Directions: Throughout the records below, find each line holding "none" and copy it.
--- START ---
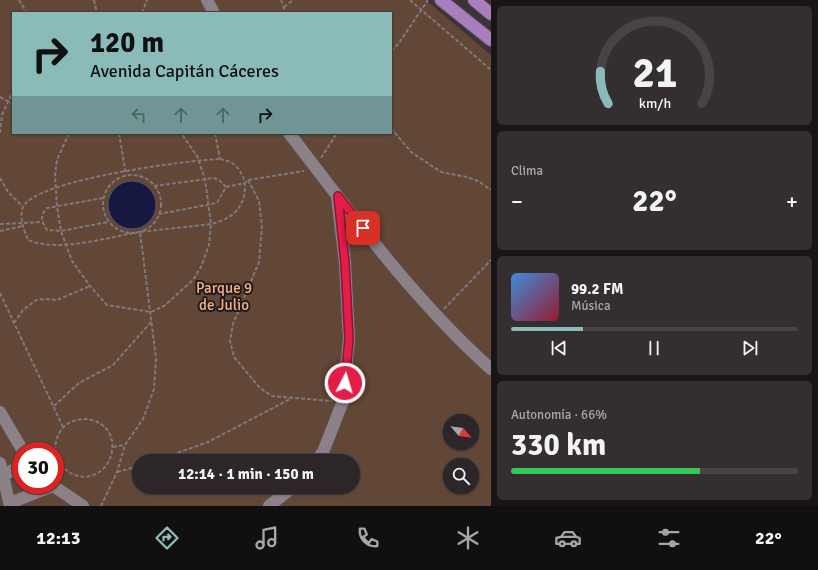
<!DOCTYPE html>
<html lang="es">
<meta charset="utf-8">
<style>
body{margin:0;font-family:Signika,sans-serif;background:#342e31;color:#f1f3f6;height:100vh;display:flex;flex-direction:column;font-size:15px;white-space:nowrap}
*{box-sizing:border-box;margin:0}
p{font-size:13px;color:#a6a5a8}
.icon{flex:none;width:22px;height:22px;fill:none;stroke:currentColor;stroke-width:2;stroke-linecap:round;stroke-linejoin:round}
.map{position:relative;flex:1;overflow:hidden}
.side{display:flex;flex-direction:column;gap:6px;padding:6px;background:#181517;width:327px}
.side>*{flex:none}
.top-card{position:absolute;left:12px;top:12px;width:380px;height:122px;border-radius:0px;box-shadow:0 1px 3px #0004,0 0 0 1px #484346;background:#8bbbb9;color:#111;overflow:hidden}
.needle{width:26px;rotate:118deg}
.buttons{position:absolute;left:443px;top:414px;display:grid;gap:8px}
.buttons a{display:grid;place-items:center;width:36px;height:36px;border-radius:50%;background:#2c2629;box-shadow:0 1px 3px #0004,0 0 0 1px #484346;font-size:20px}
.speed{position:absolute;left:12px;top:442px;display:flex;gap:8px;font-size:20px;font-weight:700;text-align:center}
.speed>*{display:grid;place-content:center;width:52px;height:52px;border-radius:50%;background:#2c2629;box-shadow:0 1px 3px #0004,0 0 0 1px #484346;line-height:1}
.speed .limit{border:6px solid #d22;background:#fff;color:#111}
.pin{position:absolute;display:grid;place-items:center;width:34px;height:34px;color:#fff;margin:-17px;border-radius:8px;box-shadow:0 2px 6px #0006}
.me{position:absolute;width:44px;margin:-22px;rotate:5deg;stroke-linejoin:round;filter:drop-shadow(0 0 3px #0008)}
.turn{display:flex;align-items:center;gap:14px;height:84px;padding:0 12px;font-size:18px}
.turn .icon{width:52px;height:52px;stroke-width:2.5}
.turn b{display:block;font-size:28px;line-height:34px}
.lanes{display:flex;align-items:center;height:38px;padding:0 12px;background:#0003;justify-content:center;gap:20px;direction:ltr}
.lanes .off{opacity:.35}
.big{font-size:30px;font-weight:700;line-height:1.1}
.side .widget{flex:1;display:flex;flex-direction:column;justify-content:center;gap:6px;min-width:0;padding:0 14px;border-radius:6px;background:#342e31}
.side .dial{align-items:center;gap:0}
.dial svg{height:104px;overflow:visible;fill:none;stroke:#484346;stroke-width:7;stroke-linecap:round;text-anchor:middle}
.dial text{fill:#f1f3f6;stroke:none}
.song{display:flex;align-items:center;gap:12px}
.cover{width:48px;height:48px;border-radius:6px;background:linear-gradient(135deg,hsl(210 70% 55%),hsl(350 70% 35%))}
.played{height:4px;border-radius:2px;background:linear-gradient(90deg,#8bbbb9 25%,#484346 25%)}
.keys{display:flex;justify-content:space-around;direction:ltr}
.heat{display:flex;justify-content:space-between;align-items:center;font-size:22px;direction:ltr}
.charge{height:6px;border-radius:3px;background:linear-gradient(90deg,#34c759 66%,#484346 0)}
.trip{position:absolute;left:132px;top:454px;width:228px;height:40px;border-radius:20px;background:#2c2629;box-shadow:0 1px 3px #0004,0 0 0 1px #484346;font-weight:700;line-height:40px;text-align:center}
.tabs{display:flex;height:64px;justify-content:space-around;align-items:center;background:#120f10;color:#a6a5a8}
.tabs .icon{width:28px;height:28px}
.tabs .on{color:#8bbbb9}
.tabs b{font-size:18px;color:#f1f3f6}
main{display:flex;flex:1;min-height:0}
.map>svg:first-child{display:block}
</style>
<main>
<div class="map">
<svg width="491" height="506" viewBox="0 0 491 506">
<rect width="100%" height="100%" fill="#3b3337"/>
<path fill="#624636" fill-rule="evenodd" d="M0 0H426L491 55V506H0ZM13 13H391V133H13ZM450 421H472V443H450ZM21 451H55V485H21ZM139 461H353V487H139ZM450 465H472V487H450Z"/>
<circle fill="#171840" stroke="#575673" cx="132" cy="205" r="24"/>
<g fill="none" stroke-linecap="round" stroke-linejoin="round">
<defs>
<g id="minor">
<polyline points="207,0 214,13"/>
<path d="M289 133C352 215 414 300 491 369"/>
<polyline points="0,412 23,451"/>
<polyline points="316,461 323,452 343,401 349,339 345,263 337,196"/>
<polyline points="0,463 10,506"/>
<polyline points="3,476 21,465"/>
<polyline points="52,485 83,506"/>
<polyline points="10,503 53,486"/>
<polyline points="269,506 293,487"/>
</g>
<g id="major">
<polyline points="441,0 491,40"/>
<polyline points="474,0 491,14"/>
</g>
</defs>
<use href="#minor" stroke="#575054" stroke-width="14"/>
<use href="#major" stroke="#575054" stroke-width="14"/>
<g stroke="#7f787c" stroke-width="2" stroke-dasharray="4 2" stroke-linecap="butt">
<polyline points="19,0 27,13"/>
<polyline points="94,0 97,13"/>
<polyline points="281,0 286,13"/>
<polyline points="410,0 491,70"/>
<polyline points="284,7 293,0"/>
<polyline points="142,13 147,0"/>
<polyline points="391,51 399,43 428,0"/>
<polyline points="0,97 13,104"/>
<polyline points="391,128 411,152 441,172 467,177 478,181 491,190"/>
<polyline points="0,133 2,115 13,91"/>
<polyline points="69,133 57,160 55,175 57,207 61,231 72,261 90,286 107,305 151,312 164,306 193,280 201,267 209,245 211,224 205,179 197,156 181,133"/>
<polyline points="119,133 126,175"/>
<polyline points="215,133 220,159"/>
<polyline points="321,158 337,133"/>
<path d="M220 159C224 160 229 161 232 163 249 174 249 201 233 214 227 219 219 222 211 224 187 227 164 229 140 232 107 237 60 253 28 240 24 230 19 218 23 207 35 180 188 160 220 159Z"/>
<circle cx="132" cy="204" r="29"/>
<polyline points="0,178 8,192 23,207"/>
<polyline points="248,180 259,201 262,226 259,262 233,324 230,341 234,357 260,388 272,396 332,401"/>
<polyline points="154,186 214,178 219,180 226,187 217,203 159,214"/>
<polyline points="226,187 245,183 248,180 304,171"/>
<path d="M103 198 47 208C40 216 41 221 47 230L61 231 108 222"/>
<polyline points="0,224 42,222"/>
<polyline points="0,231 23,226"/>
<polyline points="0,293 63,427"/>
<polyline points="444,309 491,260"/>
<polyline points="14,323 23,310 36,300 45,299 57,300 90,286"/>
<polyline points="54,406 79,383 113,365 151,322"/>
<polyline points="113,447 125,445"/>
<path d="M55 451C55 405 118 412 112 451 111 458 108 464 103 469 85 485 61 474 55 453"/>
<polyline points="155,461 208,442 292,398"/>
<polyline points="55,469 62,468"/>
<polyline points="117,472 139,466"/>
<polyline points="101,506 117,472 125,445 143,419 154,389 156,358 140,232"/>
</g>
<use href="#minor" stroke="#8b8186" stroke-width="12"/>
<use href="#major" stroke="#aa7dbf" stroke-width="12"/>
</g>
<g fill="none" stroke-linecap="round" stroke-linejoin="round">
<defs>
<polyline id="route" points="345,383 349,339 345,263 338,196 363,228"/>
</defs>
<use href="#route" stroke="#92132f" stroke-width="10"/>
<use href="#route" stroke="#e11d48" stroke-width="7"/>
</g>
<g text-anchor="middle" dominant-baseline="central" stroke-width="4" stroke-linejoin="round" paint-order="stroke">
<g font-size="15" fill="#fab185" stroke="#201c1e">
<text x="224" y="288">Parque 9<tspan x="224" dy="17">de Julio</tspan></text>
</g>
</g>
</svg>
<div class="buttons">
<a><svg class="needle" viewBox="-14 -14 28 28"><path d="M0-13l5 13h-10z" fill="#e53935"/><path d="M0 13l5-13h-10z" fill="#a6a5a8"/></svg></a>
<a><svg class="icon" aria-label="search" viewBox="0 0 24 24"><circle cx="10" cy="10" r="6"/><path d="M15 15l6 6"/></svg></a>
</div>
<div class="speed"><div class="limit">30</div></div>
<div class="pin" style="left:363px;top:228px;background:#d93025"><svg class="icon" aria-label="arrive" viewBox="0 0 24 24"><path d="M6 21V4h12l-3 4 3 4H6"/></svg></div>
<svg class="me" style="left:345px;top:383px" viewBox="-20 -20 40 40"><circle r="17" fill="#e11d48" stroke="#fff" stroke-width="3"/><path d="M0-11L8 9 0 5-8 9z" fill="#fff"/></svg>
<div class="trip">12:14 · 1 min · 150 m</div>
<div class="top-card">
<div class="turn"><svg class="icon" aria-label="right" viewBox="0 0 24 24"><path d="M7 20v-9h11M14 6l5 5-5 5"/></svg><div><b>120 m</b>Avenida Capitán Cáceres</div></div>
<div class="lanes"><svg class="icon off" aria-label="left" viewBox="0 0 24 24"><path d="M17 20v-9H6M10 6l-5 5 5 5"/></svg><svg class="icon off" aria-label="ahead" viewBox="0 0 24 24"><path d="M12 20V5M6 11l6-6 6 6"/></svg><svg class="icon off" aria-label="ahead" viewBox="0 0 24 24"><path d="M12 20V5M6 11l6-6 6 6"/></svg><svg class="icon" aria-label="right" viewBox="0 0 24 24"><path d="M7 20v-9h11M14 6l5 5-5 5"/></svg></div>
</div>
</div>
<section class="side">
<div class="widget dial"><svg viewBox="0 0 100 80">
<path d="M14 69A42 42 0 1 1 86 69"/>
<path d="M14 69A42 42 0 0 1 8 44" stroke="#8bbbb9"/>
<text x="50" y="56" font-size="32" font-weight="700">21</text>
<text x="50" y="72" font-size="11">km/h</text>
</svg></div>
<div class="widget"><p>Clima</p>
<div class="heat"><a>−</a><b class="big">22°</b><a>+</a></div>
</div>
<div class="widget">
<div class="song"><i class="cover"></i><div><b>99.2 FM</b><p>Música</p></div></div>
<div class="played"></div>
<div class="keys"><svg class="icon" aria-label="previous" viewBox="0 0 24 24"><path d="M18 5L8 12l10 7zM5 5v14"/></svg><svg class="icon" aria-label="pause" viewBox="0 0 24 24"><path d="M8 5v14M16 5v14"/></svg><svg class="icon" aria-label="next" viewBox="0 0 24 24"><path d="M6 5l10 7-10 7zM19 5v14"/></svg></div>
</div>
<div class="widget"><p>Autonomía · 66%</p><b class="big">330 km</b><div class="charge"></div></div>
</section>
</main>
<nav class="tabs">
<b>12:13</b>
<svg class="icon on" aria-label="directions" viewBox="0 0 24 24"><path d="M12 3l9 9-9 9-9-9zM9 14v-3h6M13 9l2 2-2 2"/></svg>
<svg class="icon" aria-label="music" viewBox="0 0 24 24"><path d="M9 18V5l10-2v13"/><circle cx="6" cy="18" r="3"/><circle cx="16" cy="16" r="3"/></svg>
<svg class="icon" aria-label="phone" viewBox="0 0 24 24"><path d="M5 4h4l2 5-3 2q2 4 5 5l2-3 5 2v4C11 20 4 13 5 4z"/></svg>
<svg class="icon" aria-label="climate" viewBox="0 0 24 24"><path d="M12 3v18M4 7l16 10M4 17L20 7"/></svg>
<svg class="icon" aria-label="car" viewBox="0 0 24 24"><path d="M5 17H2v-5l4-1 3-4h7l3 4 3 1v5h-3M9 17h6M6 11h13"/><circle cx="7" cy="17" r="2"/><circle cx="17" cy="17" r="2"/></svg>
<svg class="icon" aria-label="filters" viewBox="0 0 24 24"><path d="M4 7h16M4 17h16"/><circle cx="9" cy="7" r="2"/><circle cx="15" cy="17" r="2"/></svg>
<b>22°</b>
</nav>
--- END ---
Answer to the exercise:
.icon{flex:none;width:22px;height:22px;fill:none;stroke:currentColor;stroke-width:2;stroke-linecap:round;stroke-linejoin:round}
.side>*{flex:none}
.dial svg{height:104px;overflow:visible;fill:none;stroke:#484346;stroke-width:7;stroke-linecap:round;text-anchor:middle}
.dial text{fill:#f1f3f6;stroke:none}
<g fill="none" stroke-linecap="round" stroke-linejoin="round">
<g fill="none" stroke-linecap="round" stroke-linejoin="round">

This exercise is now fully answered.